Prioridades de um senhor de 85 anos
O imbróglio envolvendo a venda de ingressos para o espetáculo “Hiperativo”, do ator Paulo Gustavo, em agosto deste ano, colocou a informatização da bilheteria do Cine-Theatro Central entre as prioridades para a casa, que agora tem o engenheiro André Xandó na direção. “A maioria dos teatros de cidades de maior porte já tem esse serviço, pois oferece comodidade para os usuários. Poder comprar em casa, pagar pela internet e usar cartão de crédito fazem falta”, opina Xandó, assumindo o espaço em plena reforma. Para o fim dos trabalhos, previsto para março de 2015, a expectativa é a abertura de um museu, além de automatização do teatro. Também motivo de polêmica, a instalação de ar-condicionado volta a ser discutida para o próximo ano.

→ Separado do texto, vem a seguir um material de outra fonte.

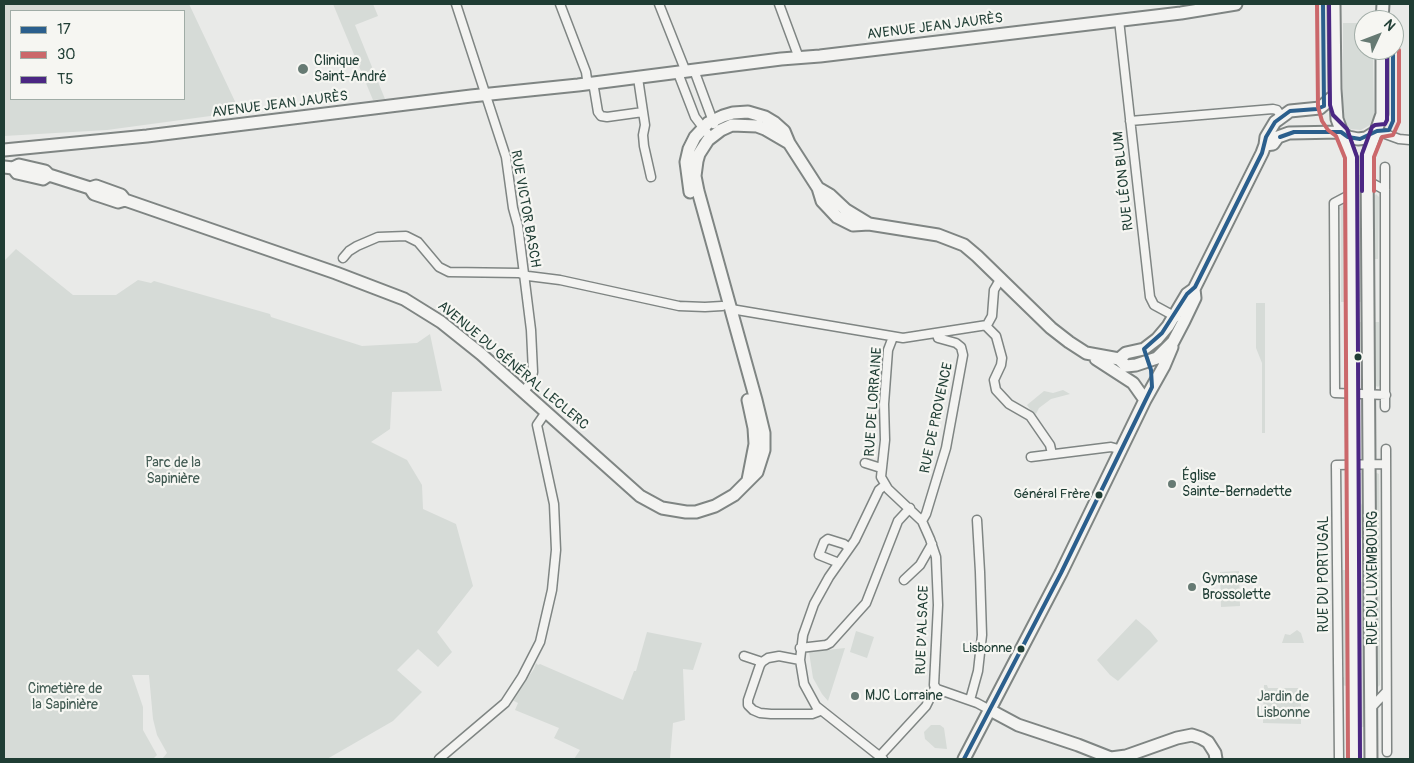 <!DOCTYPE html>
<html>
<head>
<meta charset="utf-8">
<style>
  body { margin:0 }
  #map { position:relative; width:1414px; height:763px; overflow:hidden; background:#e9eae8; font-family:Pangolin,sans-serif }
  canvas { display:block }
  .frame { position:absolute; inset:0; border:5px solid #1f3d34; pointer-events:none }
  .legend { position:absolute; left:10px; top:10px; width:175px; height:90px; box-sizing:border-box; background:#f6f6f2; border:1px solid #a0aca6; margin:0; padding:6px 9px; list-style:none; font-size:15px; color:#1f3d34 }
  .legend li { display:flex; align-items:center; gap:10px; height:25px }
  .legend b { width:25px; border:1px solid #a0aca6 }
  .north { position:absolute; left:1354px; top:10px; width:50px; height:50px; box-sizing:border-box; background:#f6f6f2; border:1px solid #a0aca6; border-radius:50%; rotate:47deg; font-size:14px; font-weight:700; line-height:20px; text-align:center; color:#1f3d34 }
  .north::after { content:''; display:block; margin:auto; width:18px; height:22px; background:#667a73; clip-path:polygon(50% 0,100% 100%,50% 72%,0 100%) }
</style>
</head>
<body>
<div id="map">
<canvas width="1414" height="763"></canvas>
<div class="frame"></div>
<ul class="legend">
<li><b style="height:6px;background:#2b5f8d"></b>17</li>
<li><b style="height:6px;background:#cb686b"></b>30</li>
<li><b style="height:6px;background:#4b2783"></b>T5</li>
</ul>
<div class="north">N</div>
</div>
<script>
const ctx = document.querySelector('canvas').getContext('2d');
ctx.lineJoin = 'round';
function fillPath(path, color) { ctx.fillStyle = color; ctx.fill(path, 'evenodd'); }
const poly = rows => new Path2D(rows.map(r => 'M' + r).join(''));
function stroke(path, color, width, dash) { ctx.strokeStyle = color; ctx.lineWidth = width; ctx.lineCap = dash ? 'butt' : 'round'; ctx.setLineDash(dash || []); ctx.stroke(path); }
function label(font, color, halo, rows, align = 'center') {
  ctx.font = font + ' Pangolin,sans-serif'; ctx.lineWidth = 4.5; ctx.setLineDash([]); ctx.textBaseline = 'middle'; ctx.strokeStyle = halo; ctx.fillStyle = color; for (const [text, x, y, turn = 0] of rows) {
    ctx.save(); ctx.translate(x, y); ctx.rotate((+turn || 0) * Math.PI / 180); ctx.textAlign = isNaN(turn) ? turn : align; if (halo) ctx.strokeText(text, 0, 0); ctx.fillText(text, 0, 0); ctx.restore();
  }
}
fillPath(poly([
  [4,4,189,4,240,112,107,130,4,136],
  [11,11,184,11,184,99,11,99],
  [333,4,373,4,378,16,355,25,385,99,373,100],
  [1343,23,1364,23,1364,50,1373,50,1374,116,1370,125,1361,130,1350,129,1345,123,1343,117],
  [1356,175,1363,175,1364,302,1357,302],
  [1376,194,1379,197,1378,259,1373,259,1373,197],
  [1342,205,1346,207,1347,302,1341,302,1341,210,1338,209],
  [16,249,73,295,116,295,138,280,151,283,154,281,270,314,271,317,362,346,417,343,430,334,442,391,392,392,390,429,371,442,407,460,422,485,423,509,456,524,473,586,437,632,452,652,438,667,418,649,397,670,422,692,393,721,327,759,162,759,167,753,157,735,153,719,149,675,132,675,143,707,143,730,157,755,153,759,4,759,4,261],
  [1256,303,1265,303,1265,433,1262,433,1262,363,1256,348],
  [1357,322,1363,322,1362,387,1361,386,1361,359,1357,354],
  [1374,322,1379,322,1379,380,1380,380,1380,385,1378,387,1374,385],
  [1063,390,1070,394,1051,399,1039,408,1035,416,1027,405,1044,391,1053,393],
  [1358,472,1361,473,1361,503,1364,509,1365,538,1358,538],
  [1377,473,1379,474,1380,549,1375,549,1374,474],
  [1342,570,1348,570,1349,683,1346,686,1342,685,1341,678,1344,677],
  [1375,570,1380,570,1380,685,1378,687,1376,685],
  [1239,571,1240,606,1221,607,1220,572],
  [1358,582,1365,582,1366,727,1358,727],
  [1136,619,1150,631,1158,641,1118,681,1110,675,1097,660],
  [1297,630,1301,633,1304,643,1282,643,1285,634,1290,635],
  [856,631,874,637,867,658,850,652],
  [647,632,702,643,693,670,683,669,685,720,673,723,670,759,574,759,580,750,554,738,559,728,515,710,518,703,512,700,534,669,536,663,538,665,540,664,623,700,634,671,636,671],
  [845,648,828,701,822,694,813,678,809,652],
  [1264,685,1267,685,1268,688,1301,688,1301,724,1263,723],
  [931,725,940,725,944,728,947,749,935,748,925,739,924,732]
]), '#d6dbd7');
const street = poly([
  [456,4,506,157,513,208,518,226,531,330,533,372,531,381,524,392],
  [560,4,586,72,587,79,594,88,598,112,601,116,607,117,643,112],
  [659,4,686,72],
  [779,4,799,58],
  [1119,20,1150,297,1154,305,1176,317],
  [694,70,714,124],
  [678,73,695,117,711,138],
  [638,78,645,125,643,135,644,146,651,177],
  [1130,121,1273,109,1277,110,1281,116],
  [1377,131,1399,139,1410,140],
  [1385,167,1385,407],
  [1368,181,1385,190],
  [1351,194,1334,203,1335,393,1386,395],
  [343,258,349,251,357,246,378,237,406,236,418,242,439,267,449,272,519,273,528,276,560,280,679,306,705,307,722,306],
  [731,309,903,338,987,325,992,316,994,290,1001,278],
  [986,326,996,336,1002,358,1001,365,994,380,996,390,1009,404,1030,416,1050,445,1052,454],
  [893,337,888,350,884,404,885,440,881,477,888,489,922,521,930,539,936,557,938,605,934,685,937,689,977,703,990,710],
  [1386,449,1387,752],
  [1031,457,1111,447,1122,450],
  [865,463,881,468],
  [922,521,926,514,946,448,963,355,961,347,956,343,938,338,937,333],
  [839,563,819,555,824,542,828,539,844,544,849,548],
  [904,580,920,565,932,544],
  [800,648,826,645,830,643,866,603,898,521,910,508],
  [744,656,762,662],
  [800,660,779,656,768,658,762,662,760,665,748,700,748,705,753,710,760,713,771,714,812,714,820,711],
  [970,700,978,671,982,635,980,572,977,520],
  [1370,709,1386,692],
  [879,757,926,706,935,688],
  [439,759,505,703,522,677,540,642,552,590,556,550,554,504,537,425,546,412],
  [883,759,816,706,804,684,800,660,803,635,814,604,829,577,855,540,879,490,885,485],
  [1339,759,1336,465,1386,464]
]);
const secondary = poly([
  [1334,4,1335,89,1337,119,1351,157,1351,162,1354,759],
  [1382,20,1383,4],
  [1341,132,1348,137,1358,139,1366,138,1377,131],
  [1265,145,1273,144,1278,137,1289,133,1341,132],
  [4,150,147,136,471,96,578,85,781,59,820,56,1181,13,1236,4],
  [4,167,13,168,19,165,45,171,49,175,90,188,96,186,121,195,125,200,336,273,404,299,441,322,481,354,640,496,662,508,686,512,696,512,715,506,734,495,757,472,764,450,764,433,756,400,698,191,695,176,697,161,699,154,708,140,721,130,732,125,757,126,765,129,789,143],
  [13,168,17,173,43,179,49,175],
  [90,188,94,194,118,202,125,200],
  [818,188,830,195,846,210,869,224],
  [690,192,686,162,689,149,695,137,708,123,723,116,733,113,748,112,765,117,775,123,784,131,789,143,818,188,822,201,837,217,853,225,869,224,938,235,964,245,977,256,1051,328,1069,342,1086,353,1119,359,1126,366,1136,365,1157,358,1173,342,1184,321,1195,298,1194,289],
  [1096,359,1133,383,1145,400],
  [1119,359,1126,353,1144,349,1157,339,1168,326,1187,294,1194,289,1262,153,1265,145,1266,137,1275,122,1290,111,1320,108,1335,95],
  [748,480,755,444,754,428,748,400],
  [990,710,1018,725,1078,745,1111,758,1126,756,1177,738,1192,735,1201,738,1208,742,1215,753,1216,759],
  [964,759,1061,573,1145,400,1164,366,1172,347],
  [1371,759,1367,157,1382,114,1382,50]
]);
stroke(street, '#7f8583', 11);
stroke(secondary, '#7f8583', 15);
stroke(street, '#f3f3f1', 8);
stroke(secondary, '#f3f3f1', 11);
stroke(poly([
  [1280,137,1294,132,1341,132,1348,137,1360,139,1377,131,1389,130,1393,121,1393,50],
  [964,759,1061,573,1152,387,1151,370,1144,349,1162,333,1187,294,1195,287,1262,153,1266,137,1275,122,1290,111,1317,109,1324,106,1323,4]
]), '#2b5f8d', 4);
stroke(poly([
  [1317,4,1318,107,1322,121,1328,130,1336,136,1345,158,1348,759],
  [1374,191,1374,157,1382,137,1393,135,1399,122,1399,50]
]), '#cb686b', 4);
stroke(poly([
  [1329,4,1330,105,1333,115,1347,129,1357,157,1360,759],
  [1362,191,1362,154,1372,127,1375,125,1385,124,1387,120,1387,50]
]), '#4b2783', 4);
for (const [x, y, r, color] of [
  [303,69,6,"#667a73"],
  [1358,357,4.5,"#1f3d34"],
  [1172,484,5,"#667a73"],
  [1099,495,4.5,"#1f3d34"],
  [1192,587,5,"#667a73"],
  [1021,649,4.5,"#1f3d34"],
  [855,696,5,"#667a73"]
]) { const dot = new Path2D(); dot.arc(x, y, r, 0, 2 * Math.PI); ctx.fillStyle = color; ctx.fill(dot); stroke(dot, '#f6f6f2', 2); }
label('13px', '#1f3d34', '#f6f6f2', [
  ["Général Frère",1090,495],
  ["Lisbonne",1012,649]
], 'right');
label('14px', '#1f3d34', '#f6f6f2', [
  ["AVENUE JEAN JAURÈS",935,27,-7],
  ["AVENUE JEAN JAURÈS",280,105,-7],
  ["RUE LÉON BLUM",1124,181,-96],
  ["RUE VICTOR BASCH",525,209,80],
  ["AVENUE DU GÉNÉRAL LECLERC",513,366,40],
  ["RUE DE LORRAINE",874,402,-86],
  ["RUE DE PROVENCE",937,418,-78],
  ["RUE DU PORTUGAL",1324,574,-90],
  ["RUE DU LUXEMBOURG",1373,578,-90],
  ["RUE D'ALSACE",923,630,-88]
]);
label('14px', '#1f3d34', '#f6f6f2', [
  ["Clinique",314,61],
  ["Saint-André",314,77],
  ["Église",1182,476],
  ["Sainte-Bernadette",1182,492],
  ["Gymnase",1202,579],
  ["Brossolette",1202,595],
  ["MJC Lorraine",865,696]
], 'left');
label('14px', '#415a52', '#f6f6f2', [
  ["Parc de la",173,463],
  ["Sapinière",173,479],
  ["Cimetière de",65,689],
  ["la Sapinière",65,705],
  ["Jardin de",1283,697],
  ["Lisbonne",1283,713]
]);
</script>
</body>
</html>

“O Cine-Theatro Central é um senhor de 85 anos que exige cuidado. De imediato, estamos fazendo uma revisão dos processos administrativos. Parte do cenário já está automatizada, mas a intenção é instalar um elevador para trazer as cargas até o palco”, diz Xandó. Atendendo a anseio dos produtores, novos equipamentos de som e iluminação estão sendo providenciados. “Serão de médio porte e atenderão perfeitamente espetáculos mais simples, como um monólogo”, destaca o pró-reitor de Cultura da UFJF, Gerson Guedes.
Se a beleza das criações de Angelo Bigi salta aos olhos de quem passa pelo Central durante as apresentações, a intenção é que as obras possam ser apreciadas pelo público, também, durante o dia. De acordo com Xandó, com a abertura do Espaço Angelo Bigi, juiz-foranos e turistas poderão participar de visita guiada por estudantes de artes, história, arquitetura e turismo da UFJF às instalações do prédio. Totens eletrônicos ficarão expostos no foyer, na plateia e na galeria, no segundo andar. A ideia é que, aos sábados pela manhã, o local ainda seja mais uma opção para lançamentos de livros.
Climatização
Outra questão que vem se arrastando há algum tempo e que voltou a ganhar destaque nas redes sociais com as colocações do humorista do Multishow é a climatização do espaço, tombado em 1994. De acordo com Gerson Guedes, o assunto retornará para análise do Instituto de Patrimônio Histórico e Artístico Nacional (Iphan), que se mostra contrário à implantação do ar-condicionado. “Temos dificuldade de instalar os equipamentos por causa do maquinário pesado. Não conseguimos achar plantas de cabos e de esgoto, sem contar que o telhado não aguenta. Pensamos num sistema de refrigeração lateral que não descaracterize a pintura original, porque o nível de umidade pode danificar os afrescos do teto. Olha a carga de energia que vai ser colocada na fiação do teatro”, observa Xandó.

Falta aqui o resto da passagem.